We began chatting, discussing what schools we went to, and what events we did. His friends kept glancing over, and finally, he said to me:
“Wait a minute, let me go talk to them.” He walked over to his gaggle of friends, and spoke to them quickly. Sauntering back to me, he said, “Come on, let’s go outside.”
We amble outside, side by side, discussing our heritage, religion, interests, and more. I learned that he was Colombian, Christian, and ran track. I could feel my heart beating erratically, and my cheeks had started to blush, that could be passed off as a result from the cold. We sat down at the side of the buiding, at one of the ensembles of table and chairs. Our conversations began to be even more flirtatious, yet still discussing topics that were slightly more serious.
Then, it happened.
My insides were on fire. People however, had started passing by our sides of the building, in order to reach the buildings for their final round for the night. We stood up, and he pulled me to the back of the building. Pushing me gently against the wall, he began to kiss me a little more passionately than before, but still keeping it innocent. His hands were on my waist, pushing our bodies closer. My fingers wound into his hair, reveling in its softness. Like all good things, it was over too soon. I smiled slightly, averting my eyes, yet still managing to look at him
Instantaneously, my phone vibrated. I answered it, my fingers of my left hand now entertwined with his fingers on his right.
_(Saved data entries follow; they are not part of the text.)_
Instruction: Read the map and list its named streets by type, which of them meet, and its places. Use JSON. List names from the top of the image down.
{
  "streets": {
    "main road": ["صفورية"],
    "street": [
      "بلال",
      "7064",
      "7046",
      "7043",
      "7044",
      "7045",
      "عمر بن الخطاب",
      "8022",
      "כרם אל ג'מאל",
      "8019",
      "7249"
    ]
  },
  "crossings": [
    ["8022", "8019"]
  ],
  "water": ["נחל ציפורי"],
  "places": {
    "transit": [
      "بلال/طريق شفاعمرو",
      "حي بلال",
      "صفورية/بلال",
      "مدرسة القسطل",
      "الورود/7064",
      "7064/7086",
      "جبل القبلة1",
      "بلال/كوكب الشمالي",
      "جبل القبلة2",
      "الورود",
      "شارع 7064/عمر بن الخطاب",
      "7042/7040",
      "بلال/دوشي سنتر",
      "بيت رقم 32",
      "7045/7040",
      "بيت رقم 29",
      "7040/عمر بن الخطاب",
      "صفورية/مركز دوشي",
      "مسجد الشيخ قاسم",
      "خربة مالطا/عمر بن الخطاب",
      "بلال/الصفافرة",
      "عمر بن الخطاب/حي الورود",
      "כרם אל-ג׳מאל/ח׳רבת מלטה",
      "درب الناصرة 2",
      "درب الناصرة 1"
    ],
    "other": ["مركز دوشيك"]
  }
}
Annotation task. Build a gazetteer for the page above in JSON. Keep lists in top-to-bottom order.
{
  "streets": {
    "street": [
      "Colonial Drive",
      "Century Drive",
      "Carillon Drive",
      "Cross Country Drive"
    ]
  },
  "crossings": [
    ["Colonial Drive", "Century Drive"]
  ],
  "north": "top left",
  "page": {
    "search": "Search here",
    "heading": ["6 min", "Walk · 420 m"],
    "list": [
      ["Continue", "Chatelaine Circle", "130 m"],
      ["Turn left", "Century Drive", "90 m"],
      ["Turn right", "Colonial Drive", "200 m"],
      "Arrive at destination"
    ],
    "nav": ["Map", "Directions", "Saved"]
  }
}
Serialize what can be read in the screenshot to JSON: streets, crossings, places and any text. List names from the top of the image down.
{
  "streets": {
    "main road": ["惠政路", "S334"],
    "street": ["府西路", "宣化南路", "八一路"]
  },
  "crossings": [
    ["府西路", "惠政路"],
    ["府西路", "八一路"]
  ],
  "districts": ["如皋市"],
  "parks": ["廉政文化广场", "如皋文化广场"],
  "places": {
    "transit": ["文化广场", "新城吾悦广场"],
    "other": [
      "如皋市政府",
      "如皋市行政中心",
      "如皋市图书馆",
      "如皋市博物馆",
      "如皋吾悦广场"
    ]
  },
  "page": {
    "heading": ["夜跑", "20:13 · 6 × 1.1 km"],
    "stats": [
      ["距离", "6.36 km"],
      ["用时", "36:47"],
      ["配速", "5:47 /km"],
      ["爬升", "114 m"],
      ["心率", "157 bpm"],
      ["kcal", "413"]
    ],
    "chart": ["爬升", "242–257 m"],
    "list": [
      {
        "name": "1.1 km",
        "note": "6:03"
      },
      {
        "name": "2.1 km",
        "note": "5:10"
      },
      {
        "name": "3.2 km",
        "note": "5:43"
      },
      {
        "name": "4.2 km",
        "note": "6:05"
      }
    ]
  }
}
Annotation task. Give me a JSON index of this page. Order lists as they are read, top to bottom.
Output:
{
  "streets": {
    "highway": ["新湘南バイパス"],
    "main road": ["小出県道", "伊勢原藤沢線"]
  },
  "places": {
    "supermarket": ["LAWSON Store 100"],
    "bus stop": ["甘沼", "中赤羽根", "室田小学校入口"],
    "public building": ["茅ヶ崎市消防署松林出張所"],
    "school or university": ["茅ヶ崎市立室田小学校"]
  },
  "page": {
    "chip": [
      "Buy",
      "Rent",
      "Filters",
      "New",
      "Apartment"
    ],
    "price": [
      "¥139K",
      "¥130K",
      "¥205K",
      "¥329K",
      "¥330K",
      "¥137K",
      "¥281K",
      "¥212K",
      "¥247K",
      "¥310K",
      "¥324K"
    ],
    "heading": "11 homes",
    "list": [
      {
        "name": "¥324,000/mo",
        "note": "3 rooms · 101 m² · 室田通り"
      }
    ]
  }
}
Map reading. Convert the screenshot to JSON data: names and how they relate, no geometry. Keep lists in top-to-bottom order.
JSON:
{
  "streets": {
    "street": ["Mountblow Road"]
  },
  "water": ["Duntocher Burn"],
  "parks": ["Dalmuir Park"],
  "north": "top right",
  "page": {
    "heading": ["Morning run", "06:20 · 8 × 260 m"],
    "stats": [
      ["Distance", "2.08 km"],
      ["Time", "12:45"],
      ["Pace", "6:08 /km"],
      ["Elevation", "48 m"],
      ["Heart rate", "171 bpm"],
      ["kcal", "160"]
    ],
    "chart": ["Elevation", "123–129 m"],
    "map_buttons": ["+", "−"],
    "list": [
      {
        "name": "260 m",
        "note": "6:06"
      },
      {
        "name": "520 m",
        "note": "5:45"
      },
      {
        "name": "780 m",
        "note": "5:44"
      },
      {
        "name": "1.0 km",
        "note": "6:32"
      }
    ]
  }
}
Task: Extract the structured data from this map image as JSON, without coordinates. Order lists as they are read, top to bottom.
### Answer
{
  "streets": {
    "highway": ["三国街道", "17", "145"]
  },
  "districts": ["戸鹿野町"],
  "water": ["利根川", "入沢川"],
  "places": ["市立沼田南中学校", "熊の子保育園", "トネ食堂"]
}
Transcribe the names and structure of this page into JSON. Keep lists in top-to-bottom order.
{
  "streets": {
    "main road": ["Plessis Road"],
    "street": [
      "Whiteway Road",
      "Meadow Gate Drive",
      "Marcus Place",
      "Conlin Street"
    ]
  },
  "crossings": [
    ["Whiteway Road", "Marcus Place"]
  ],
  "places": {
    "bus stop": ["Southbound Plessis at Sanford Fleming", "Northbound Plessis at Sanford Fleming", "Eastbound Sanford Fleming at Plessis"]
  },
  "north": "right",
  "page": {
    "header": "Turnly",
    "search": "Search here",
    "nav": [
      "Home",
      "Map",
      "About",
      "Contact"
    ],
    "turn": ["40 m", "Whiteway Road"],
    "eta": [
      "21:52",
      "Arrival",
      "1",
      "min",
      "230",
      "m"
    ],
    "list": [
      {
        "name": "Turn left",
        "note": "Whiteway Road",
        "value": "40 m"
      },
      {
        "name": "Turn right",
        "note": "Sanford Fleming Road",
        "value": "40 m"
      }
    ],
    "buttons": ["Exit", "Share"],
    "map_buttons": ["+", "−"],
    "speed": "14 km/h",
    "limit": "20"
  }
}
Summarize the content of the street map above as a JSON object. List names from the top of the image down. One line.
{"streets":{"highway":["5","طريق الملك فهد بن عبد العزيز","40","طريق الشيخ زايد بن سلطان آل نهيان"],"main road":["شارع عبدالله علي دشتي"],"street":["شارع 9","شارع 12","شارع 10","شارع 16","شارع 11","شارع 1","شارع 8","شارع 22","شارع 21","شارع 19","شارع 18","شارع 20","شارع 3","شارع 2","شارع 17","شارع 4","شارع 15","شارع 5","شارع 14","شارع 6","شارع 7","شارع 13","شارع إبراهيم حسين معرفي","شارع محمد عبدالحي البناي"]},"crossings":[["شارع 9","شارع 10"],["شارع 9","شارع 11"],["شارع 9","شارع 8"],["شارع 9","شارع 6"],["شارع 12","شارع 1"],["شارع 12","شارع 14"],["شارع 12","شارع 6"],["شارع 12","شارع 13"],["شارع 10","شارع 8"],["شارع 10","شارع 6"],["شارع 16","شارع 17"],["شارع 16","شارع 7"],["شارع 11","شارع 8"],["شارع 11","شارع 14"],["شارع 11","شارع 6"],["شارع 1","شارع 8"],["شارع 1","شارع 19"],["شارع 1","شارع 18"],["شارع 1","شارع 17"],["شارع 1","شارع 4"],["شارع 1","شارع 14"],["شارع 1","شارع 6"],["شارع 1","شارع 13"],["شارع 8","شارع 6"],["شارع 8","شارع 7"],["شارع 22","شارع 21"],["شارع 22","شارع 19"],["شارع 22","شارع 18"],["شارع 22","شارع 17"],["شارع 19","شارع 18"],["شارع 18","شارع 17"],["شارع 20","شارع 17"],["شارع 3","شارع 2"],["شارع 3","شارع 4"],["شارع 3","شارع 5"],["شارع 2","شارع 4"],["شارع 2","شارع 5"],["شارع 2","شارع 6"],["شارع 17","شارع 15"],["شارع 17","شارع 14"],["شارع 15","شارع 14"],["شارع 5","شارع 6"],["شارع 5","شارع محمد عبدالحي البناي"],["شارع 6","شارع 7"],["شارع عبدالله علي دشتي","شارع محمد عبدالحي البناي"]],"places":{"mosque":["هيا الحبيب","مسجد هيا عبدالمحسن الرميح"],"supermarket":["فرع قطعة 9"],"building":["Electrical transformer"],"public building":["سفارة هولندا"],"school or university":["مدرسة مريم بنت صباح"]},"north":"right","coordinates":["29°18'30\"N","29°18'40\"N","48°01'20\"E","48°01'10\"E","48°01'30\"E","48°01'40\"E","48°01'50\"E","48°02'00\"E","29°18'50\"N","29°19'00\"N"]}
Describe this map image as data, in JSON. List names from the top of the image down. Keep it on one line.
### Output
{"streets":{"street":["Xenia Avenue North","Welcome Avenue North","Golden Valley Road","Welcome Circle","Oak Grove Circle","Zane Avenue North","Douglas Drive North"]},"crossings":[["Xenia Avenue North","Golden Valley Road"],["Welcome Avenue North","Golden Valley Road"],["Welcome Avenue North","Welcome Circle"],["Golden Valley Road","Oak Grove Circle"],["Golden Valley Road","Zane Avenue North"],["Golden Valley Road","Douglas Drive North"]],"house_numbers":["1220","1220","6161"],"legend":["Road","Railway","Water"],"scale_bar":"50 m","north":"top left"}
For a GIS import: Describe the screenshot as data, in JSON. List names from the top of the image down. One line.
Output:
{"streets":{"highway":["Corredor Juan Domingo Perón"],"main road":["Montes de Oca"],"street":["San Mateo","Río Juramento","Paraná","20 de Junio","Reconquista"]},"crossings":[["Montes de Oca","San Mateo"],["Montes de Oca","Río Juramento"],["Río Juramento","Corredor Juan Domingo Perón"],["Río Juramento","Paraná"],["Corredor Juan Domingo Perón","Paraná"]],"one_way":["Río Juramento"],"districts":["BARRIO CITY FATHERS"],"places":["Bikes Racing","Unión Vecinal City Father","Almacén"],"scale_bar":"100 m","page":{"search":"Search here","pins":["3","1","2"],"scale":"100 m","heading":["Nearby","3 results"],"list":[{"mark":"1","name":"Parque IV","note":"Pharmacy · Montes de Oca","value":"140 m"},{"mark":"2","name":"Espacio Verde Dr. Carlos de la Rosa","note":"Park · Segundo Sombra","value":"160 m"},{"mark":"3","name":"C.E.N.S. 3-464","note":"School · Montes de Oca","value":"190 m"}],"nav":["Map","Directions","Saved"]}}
“Sara? Where are you? Our round is starting in two minutes!” My partner asked, her voice raised.
My eyes grew wide, like a deer in headlights. “Okay, I’m on my way! What room are we in?” She told me what room we were in, and hung up. I looked into Shane’s eyes a little ruefully.
“I need to go.”
“No... But what if I decided to keep you here?” he flirted playfully.
I smirked. “Then my partner will be after my skin, and then where would our relationship be? I’d be dead,” I joked.
“True... Then, we’d better make this last.” He kissed me that last time, though never taking advantage of me. It was sweet, soft, and I felt like I was in heaven on Earth.
“Talk to you tomorrow?”
I walked away, smiling. I would never be the same. Finally, I had someone who actually thought I was worth kissing, as superficial as it sounds. I was, at long last, for the first time in a while, truly happy.